When parties divorce, if they cannot come to an agreement themselves as to how to divide their property, the courts will divide it for them. New Jersey is an equitable distribution state, which means that assets which were acquired during the course of a marriage will be divided in a manner that is fair and equitable. California is a community property state, which means that everything that was acquired during the course of a marriage will be divided equally. So, when you see the headline that the Pitt-Jolie marital estate totals $500 million, if a court were called upon to divide it, each party would walk away with $250 million, either in cash or in property.

There are only nine community property states in the country – Arizona, California, Idaho, Louisiana, Nevada, New Mexico, Texas, Washington, and Wisconsin.

In divorce cases in community property states, the primary focus is on ascertaining what property has been acquired during the course of the marriage and on determining the value of that property.  The property will then be divided equally. In New Jersey, the same inquiry exists, except that when it comes to the allocation of property, the division is not always equal.

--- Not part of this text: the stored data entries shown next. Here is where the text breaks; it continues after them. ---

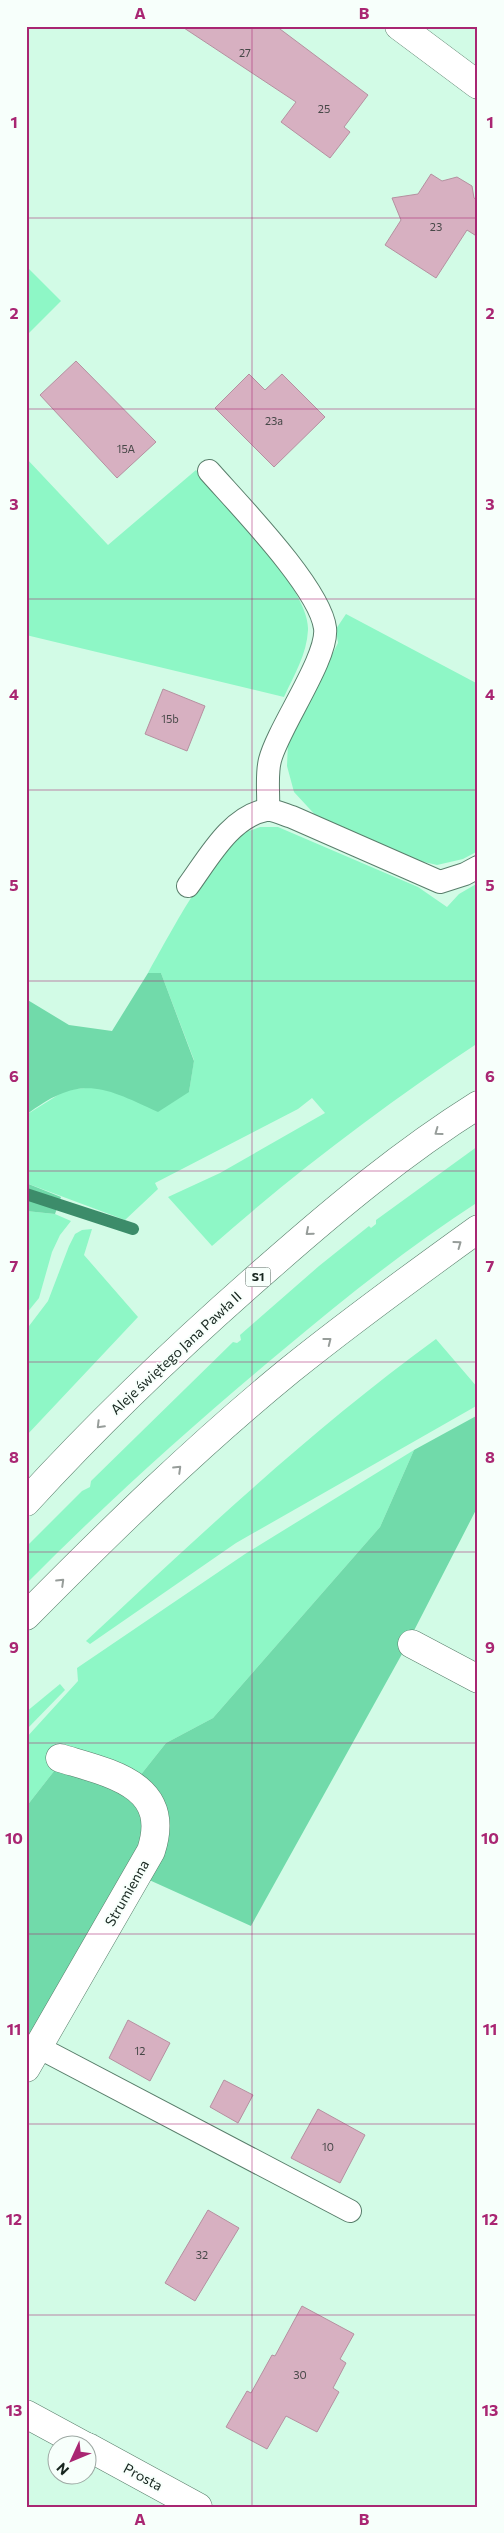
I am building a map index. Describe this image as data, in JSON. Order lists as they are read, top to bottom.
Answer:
{
  "streets": {
    "main road": [
      "S1",
      "Aleje świętego Jana Pawła II",
      "Strumienna",
      "Prosta"
    ]
  },
  "house_numbers": [
    "27",
    "25",
    "23",
    "23a",
    "15A",
    "15b",
    "12",
    "10",
    "32",
    "30"
  ],
  "north": "bottom left",
  "grid": {
    "columns": ["A", "B"],
    "rows": [
      "1",
      "2",
      "3",
      "4",
      "5",
      "6",
      "7",
      "8",
      "9",
      "10",
      "11",
      "12",
      "13"
    ]
  }
}
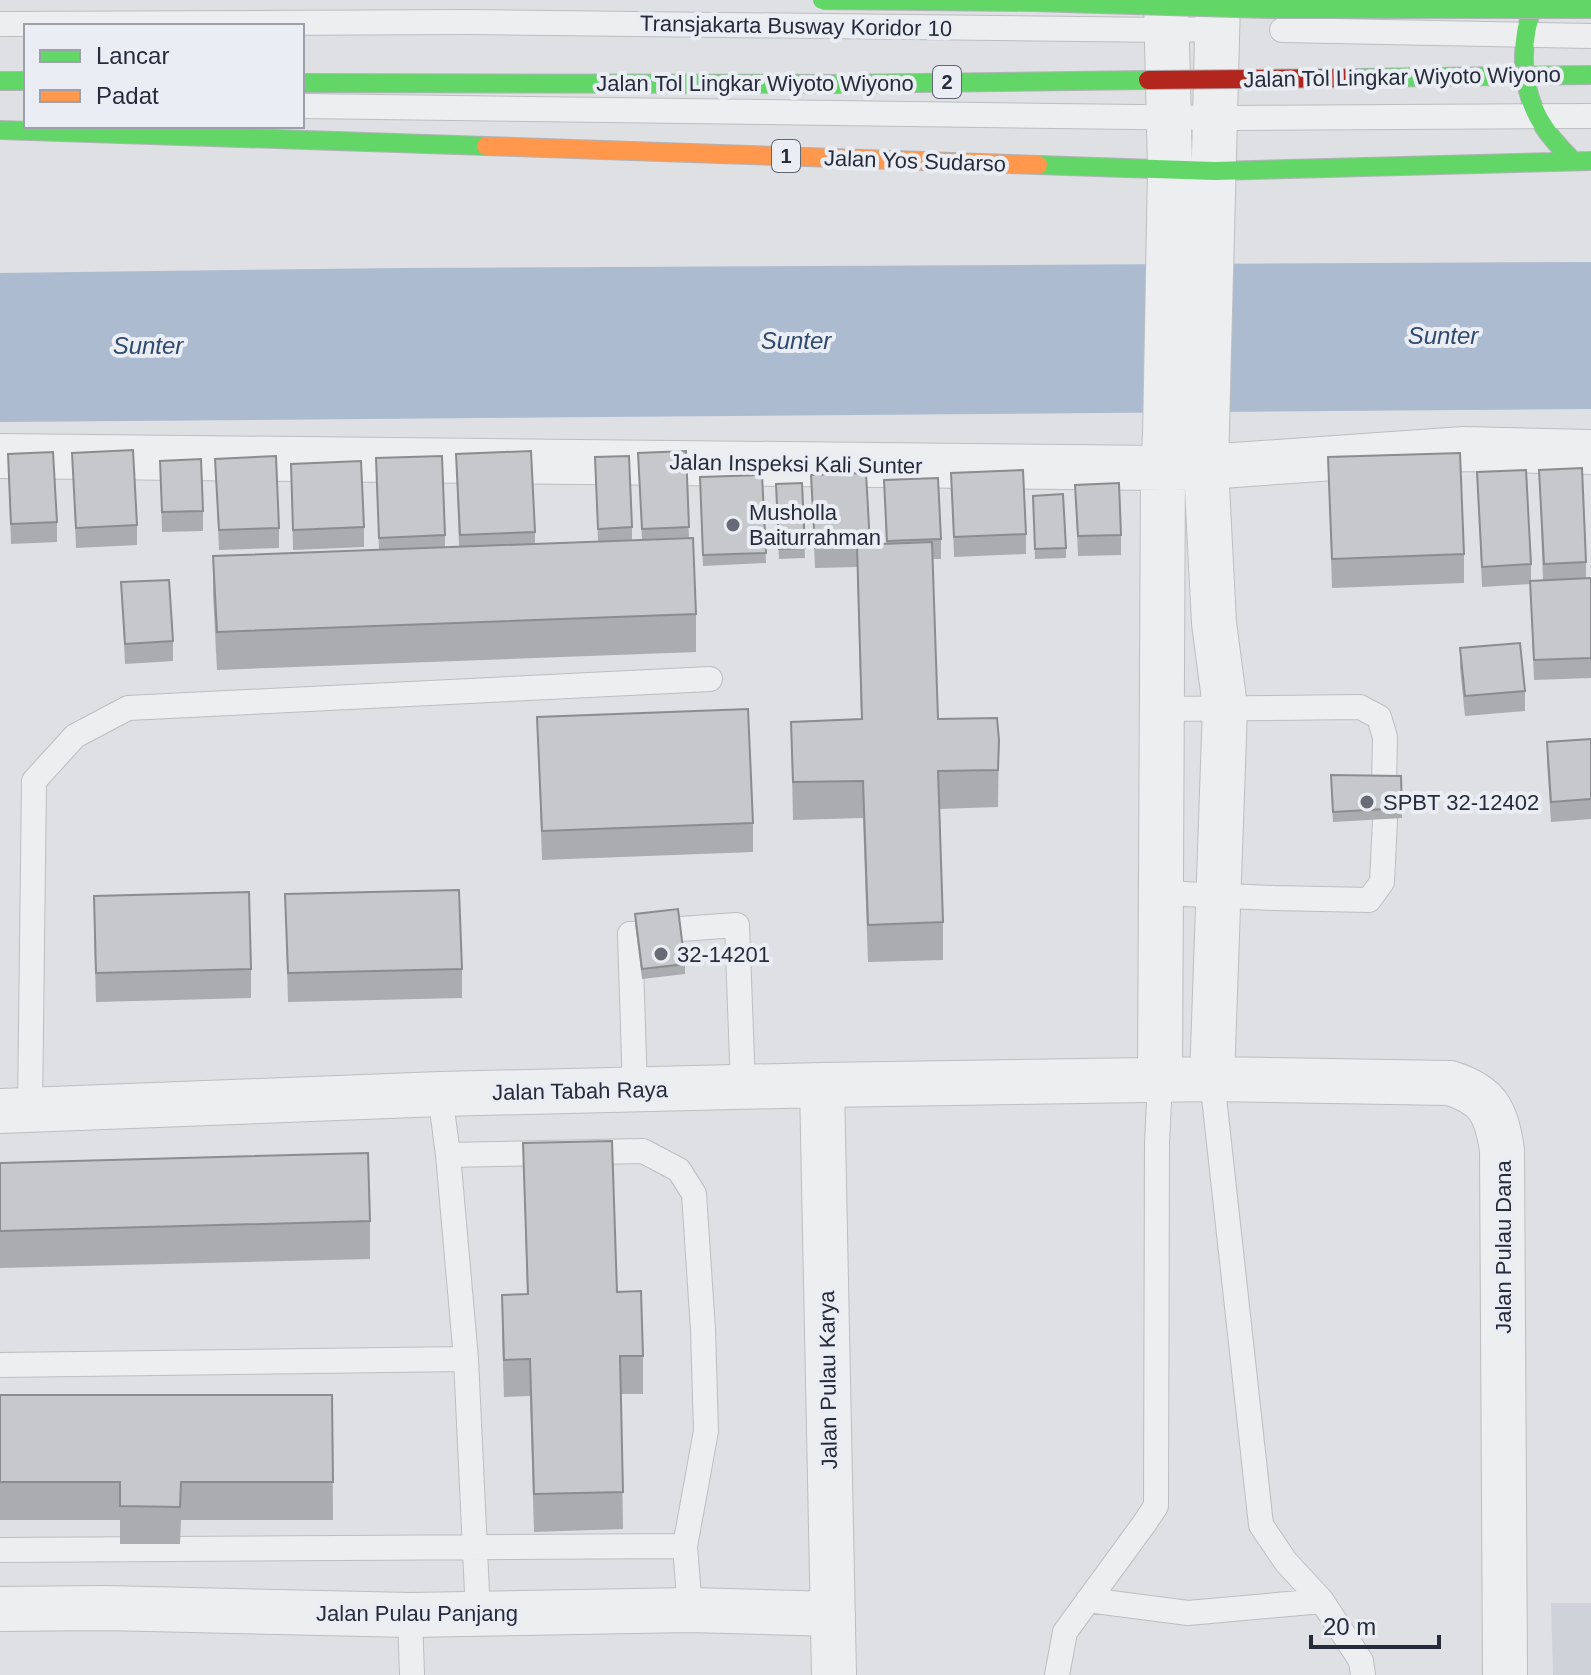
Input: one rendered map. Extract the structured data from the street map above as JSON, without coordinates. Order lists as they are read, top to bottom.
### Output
{
  "streets": {
    "highway": [
      "Jalan Tol Lingkar Wiyoto Wiyono",
      "2",
      "1",
      "Jalan Yos Sudarso"
    ],
    "street": [
      "Jalan Inspeksi Kali Sunter",
      "Jalan Tabah Raya",
      "Jalan Pulau Dana",
      "Jalan Pulau Karya",
      "Jalan Pulau Panjang"
    ],
    "lane": ["Transjakarta Busway Koridor 10"]
  },
  "crossings": [
    ["Jalan Tabah Raya", "Jalan Pulau Dana"],
    ["Jalan Tabah Raya", "Jalan Pulau Karya"],
    ["Jalan Pulau Karya", "Jalan Pulau Panjang"]
  ],
  "water": ["Sunter"],
  "places": ["Musholla Baiturrahman", "SPBT 32-12402", "32-14201"],
  "legend": ["Lancar", "Padat"],
  "scale_bar": "20 m"
}
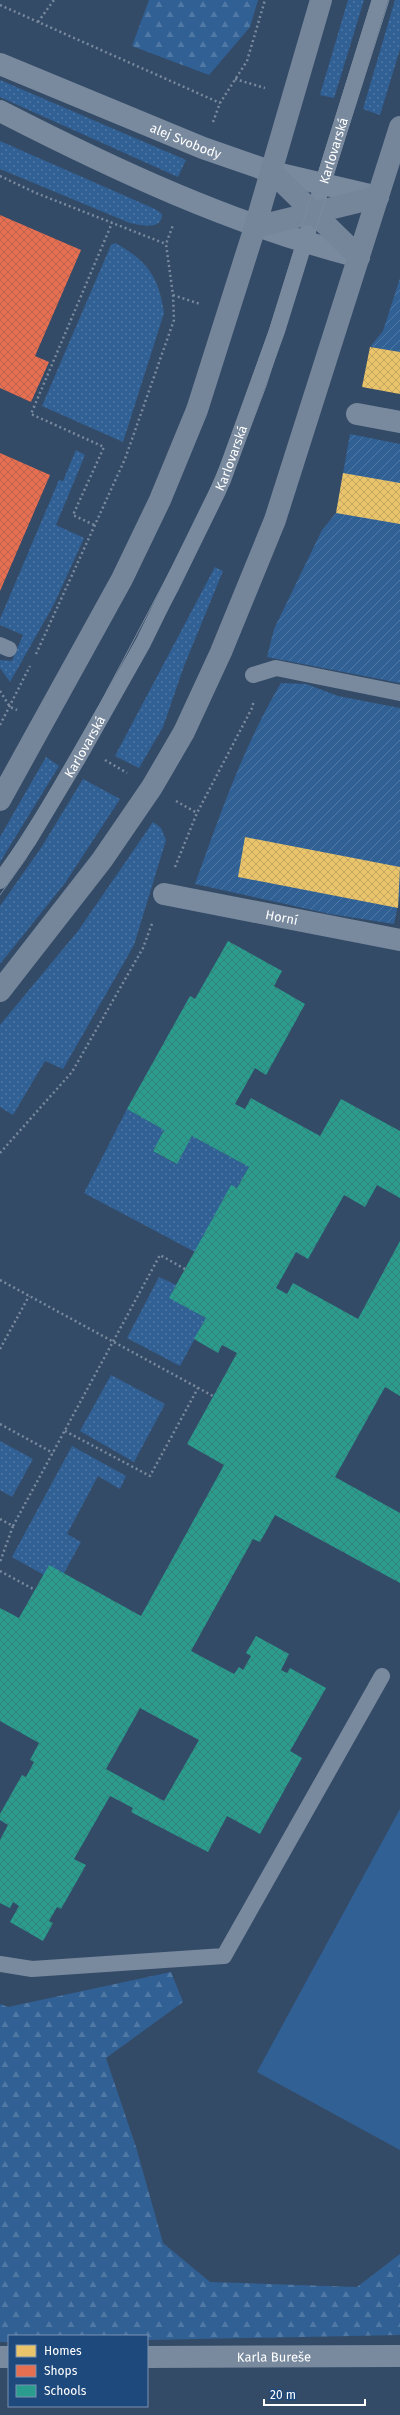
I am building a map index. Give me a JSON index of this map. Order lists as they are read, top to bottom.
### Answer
{
  "streets": {
    "street": ["alej Svobody", "Horní", "Karla Bureše"],
    "lane": ["Karlovarská"]
  },
  "crossings": [
    ["alej Svobody", "Karlovarská"]
  ],
  "legend": ["Homes", "Shops", "Schools"],
  "scale_bar": "20 m"
}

For example, gifts and inheritances one spouse receives are not subject to equitable distribution upon divorce if they are kept separate from the assets of the other spouse. If inherited assets are put into assets in joint names, however, the inherited assets would lose their separate character as they have then become a gift between spouses, which are subject to equitable distribution.  Assets which were acquired prior to the date of the marriage are also not subject to equitable distribution, unless a spouse’s actions have enhanced the value of the asset during the marriage.

For example, if one spouse inherited $250,000 during the marriage and then put it into an asset in joint names such as a house at the shore, the shore house would not be divided equally between the parties, even though it is in joint names. Rather, there would be some other disproportionate distribution of the value of the home to avoid an inheritance from one spouse’s parents going to the other spouse. Ask yourself this question – would my mother or father want his or her money going to this person who I am now divorcing? Probably not.

The passage of time can change the fairness of that scenario, however. If the $250,000 inheritance was placed in the shore home, in joint names, 20 years prior to divorce, any disproportionate distribution may have evaporated. The assumption would be that the other spouse has contributed to the increase in the value of the home by pooling income which was used to pay the mortgage interest and taxes or to renovate and upgrade the home over those 20 years.

What about a person who owns her own business and the other spouse goes out to work at a job or stays home and cares for the children? The business has value. But how should it be allocated?  Equally or disproportionately? The answer will vary in every case as the facts in every case will vary. More often than not, however, the spouse who has not been working at the business will not receive the same percentage share of the business as the owner.

Dividing assets upon divorce between spouses looks different in just about every state of the union as a result of a state laws or as a result of precedents set by cases which have been decided by interpreting those laws.

In New Jersey, the court must always look at what is fair, equitable and just when it defines the allocation of an asset. This does not always mean a 50/50 split.